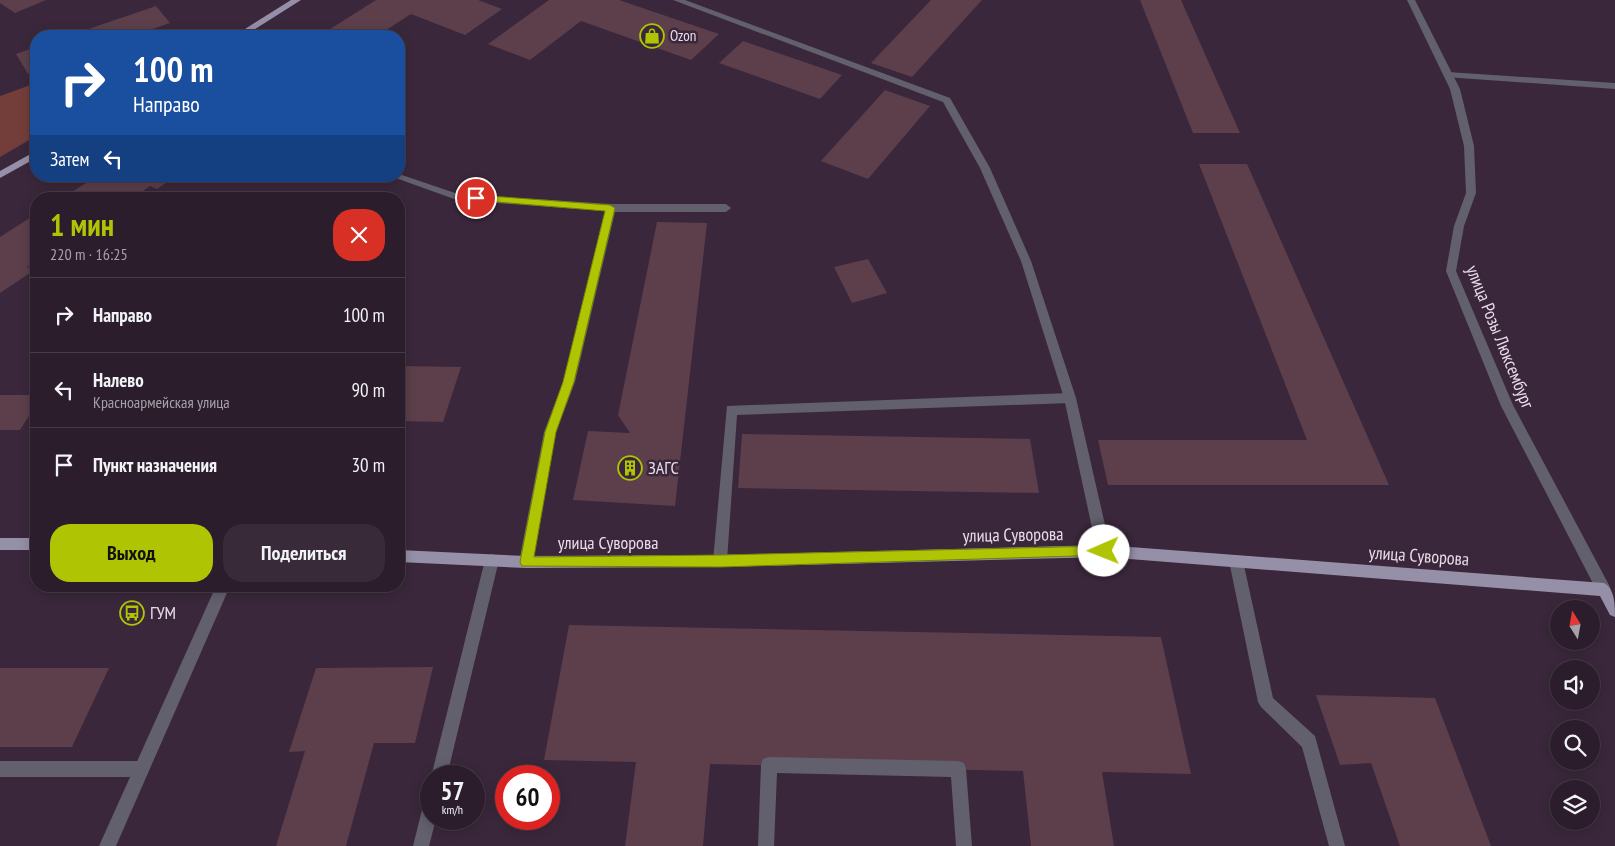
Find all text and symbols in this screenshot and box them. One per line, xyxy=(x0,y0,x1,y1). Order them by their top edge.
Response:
shop icon: Ozon xyxy=(639,23,665,49)
place label: Ozon xyxy=(670,26,696,45)
text: 100 m xyxy=(133,46,214,92)
icon: right xyxy=(50,50,115,115)
text: Направо xyxy=(133,90,200,118)
icon: left xyxy=(99,145,127,173)
text: Затем xyxy=(50,147,89,171)
pin xyxy=(455,177,497,219)
icon: arrive xyxy=(462,184,490,212)
text: 1 мин xyxy=(50,205,114,244)
button: close xyxy=(333,209,385,261)
text: 220 m · 16:25 xyxy=(50,244,128,264)
street label: улица Розы Люксембург xyxy=(1461,262,1540,413)
icon: right xyxy=(50,301,78,329)
text: Направо xyxy=(93,303,152,327)
text: 100 m xyxy=(343,303,385,327)
text: Налево xyxy=(93,368,144,392)
icon: left xyxy=(50,376,78,404)
text: 90 m xyxy=(352,378,385,402)
text: Красноармейская улица xyxy=(93,392,230,412)
icon: arrive xyxy=(50,451,78,479)
text: Пункт назначения xyxy=(93,453,217,477)
text: 30 m xyxy=(352,453,385,477)
building icon: ЗАГС xyxy=(617,455,643,481)
place label: ЗАГС xyxy=(648,456,679,479)
street label: улица Суворова xyxy=(962,522,1064,547)
button: Выход xyxy=(50,524,213,582)
button: Поделиться xyxy=(223,524,385,582)
position arrow xyxy=(1077,524,1129,576)
street label: улица Суворова xyxy=(558,531,658,554)
street label: улица Суворова xyxy=(1368,541,1470,570)
bus stop icon: ГУМ xyxy=(119,600,145,626)
north arrow xyxy=(1550,600,1600,650)
map controls xyxy=(1550,600,1600,830)
place label: ГУМ xyxy=(150,601,176,624)
button: sound xyxy=(1550,660,1600,710)
button: search xyxy=(1550,720,1600,770)
speed limit sign: 60 xyxy=(495,765,560,830)
text: 57 xyxy=(441,775,464,807)
button: layers xyxy=(1550,780,1600,830)
text: km/h xyxy=(442,802,463,817)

■ Task brief
Give the lines of the entries above exactly as they appear, leaving out each picture.

■ Result for this task
Find all text and symbols in this screenshot and box them. One per line, xyxy=(x0,y0,x1,y1). Order them by their top edge.
Response:
shop icon: Ozon xyxy=(639,23,665,49)
place label: Ozon xyxy=(670,26,696,45)
text: 100 m xyxy=(133,46,214,92)
icon: right xyxy=(50,50,115,115)
text: Направо xyxy=(133,90,200,118)
icon: left xyxy=(99,145,127,173)
text: Затем xyxy=(50,147,89,171)
pin xyxy=(455,177,497,219)
icon: arrive xyxy=(462,184,490,212)
text: 1 мин xyxy=(50,205,114,244)
button: close xyxy=(333,209,385,261)
text: 220 m · 16:25 xyxy=(50,244,128,264)
street label: улица Розы Люксембург xyxy=(1461,262,1540,413)
icon: right xyxy=(50,301,78,329)
text: Направо xyxy=(93,303,152,327)
text: 100 m xyxy=(343,303,385,327)
text: Налево xyxy=(93,368,144,392)
icon: left xyxy=(50,376,78,404)
text: 90 m xyxy=(352,378,385,402)
text: Красноармейская улица xyxy=(93,392,230,412)
icon: arrive xyxy=(50,451,78,479)
text: Пункт назначения xyxy=(93,453,217,477)
text: 30 m xyxy=(352,453,385,477)
building icon: ЗАГС xyxy=(617,455,643,481)
place label: ЗАГС xyxy=(648,456,679,479)
street label: улица Суворова xyxy=(962,522,1064,547)
button: Выход xyxy=(50,524,213,582)
button: Поделиться xyxy=(223,524,385,582)
position arrow xyxy=(1077,524,1129,576)
street label: улица Суворова xyxy=(558,531,658,554)
street label: улица Суворова xyxy=(1368,541,1470,570)
bus stop icon: ГУМ xyxy=(119,600,145,626)
north arrow xyxy=(1550,600,1600,650)
map controls xyxy=(1550,600,1600,830)
place label: ГУМ xyxy=(150,601,176,624)
button: sound xyxy=(1550,660,1600,710)
button: search xyxy=(1550,720,1600,770)
speed limit sign: 60 xyxy=(495,765,560,830)
text: 57 xyxy=(441,775,464,807)
button: layers xyxy=(1550,780,1600,830)
text: km/h xyxy=(442,802,463,817)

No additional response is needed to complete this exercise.